### Saved entries
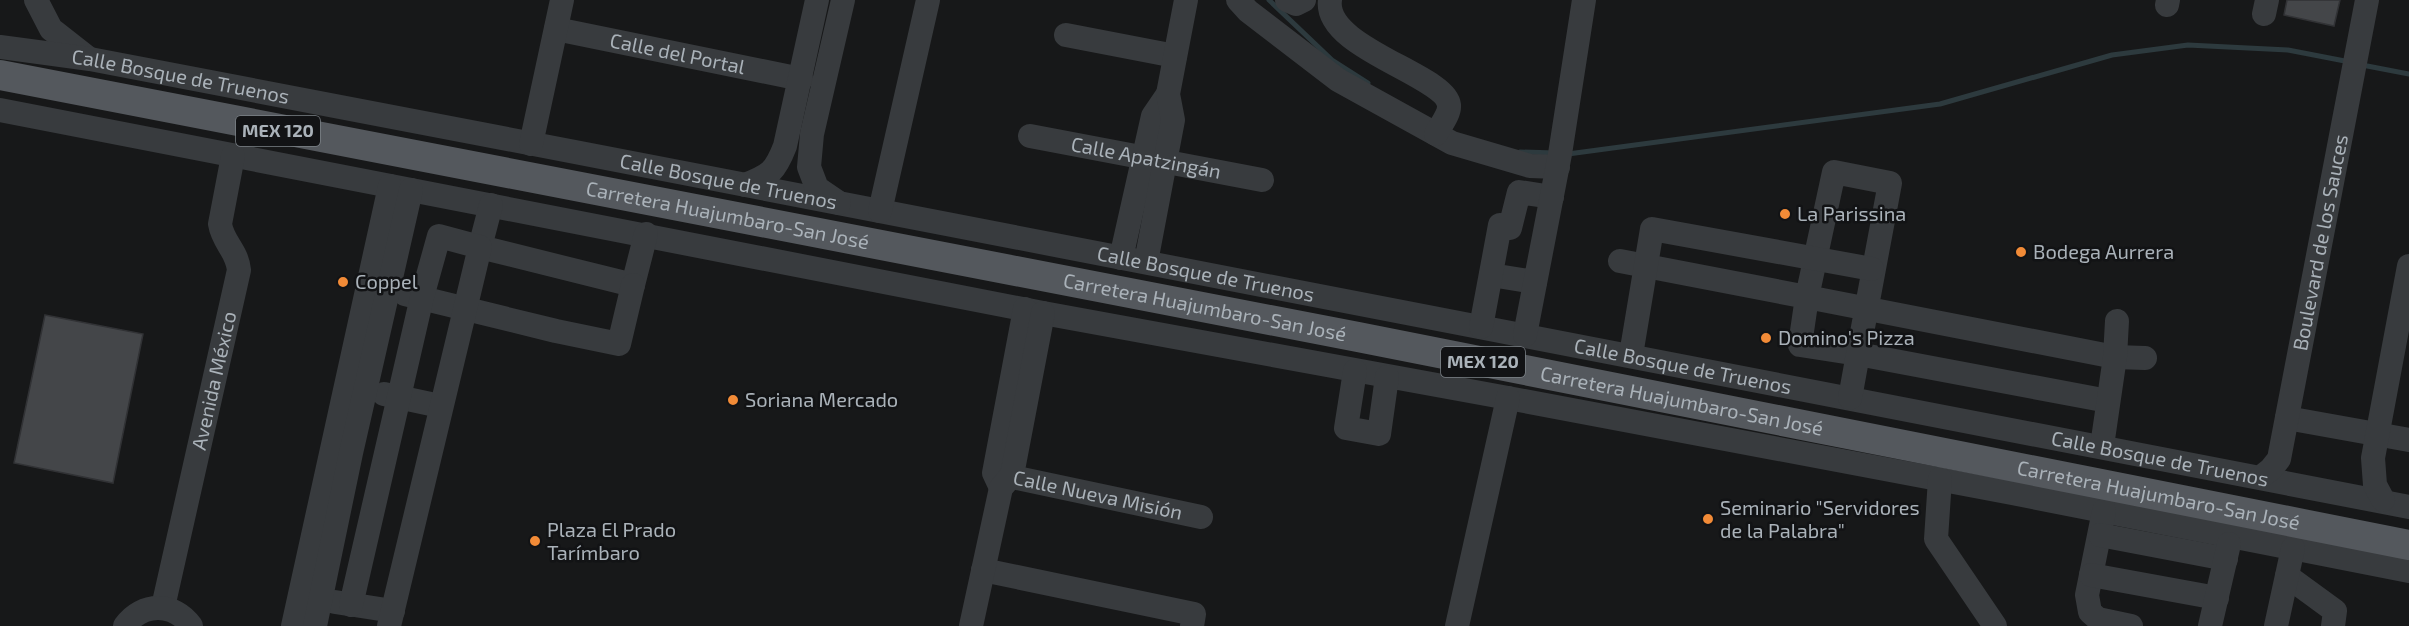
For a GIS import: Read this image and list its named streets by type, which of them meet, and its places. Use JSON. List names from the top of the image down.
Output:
{
  "streets": {
    "main road": ["MEX 120", "Carretera Huajumbaro-San José"],
    "street": [
      "Calle del Portal",
      "Calle Bosque de Truenos",
      "Calle Apatzingán",
      "Boulevard de los Sauces",
      "Avenida México",
      "Calle Nueva Misión"
    ]
  },
  "crossings": [
    ["Calle Bosque de Truenos", "Boulevard de los Sauces"]
  ],
  "places": [
    "La Parissina",
    "Bodega Aurrera",
    "Coppel",
    "Domino's Pizza",
    "Soriana Mercado",
    "Seminario \"Servidores de la Palabra\"",
    "Plaza El Prado Tarímbaro"
  ]
}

### Problem to work on
What is wanted is a word-for-word restatement of the entries, without their images.

### Result of this task
For a GIS import: Read this image and list its named streets by type, which of them meet, and its places. Use JSON. List names from the top of the image down.
Output:
{
  "streets": {
    "main road": ["MEX 120", "Carretera Huajumbaro-San José"],
    "street": [
      "Calle del Portal",
      "Calle Bosque de Truenos",
      "Calle Apatzingán",
      "Boulevard de los Sauces",
      "Avenida México",
      "Calle Nueva Misión"
    ]
  },
  "crossings": [
    ["Calle Bosque de Truenos", "Boulevard de los Sauces"]
  ],
  "places": [
    "La Parissina",
    "Bodega Aurrera",
    "Coppel",
    "Domino's Pizza",
    "Soriana Mercado",
    "Seminario \"Servidores de la Palabra\"",
    "Plaza El Prado Tarímbaro"
  ]
}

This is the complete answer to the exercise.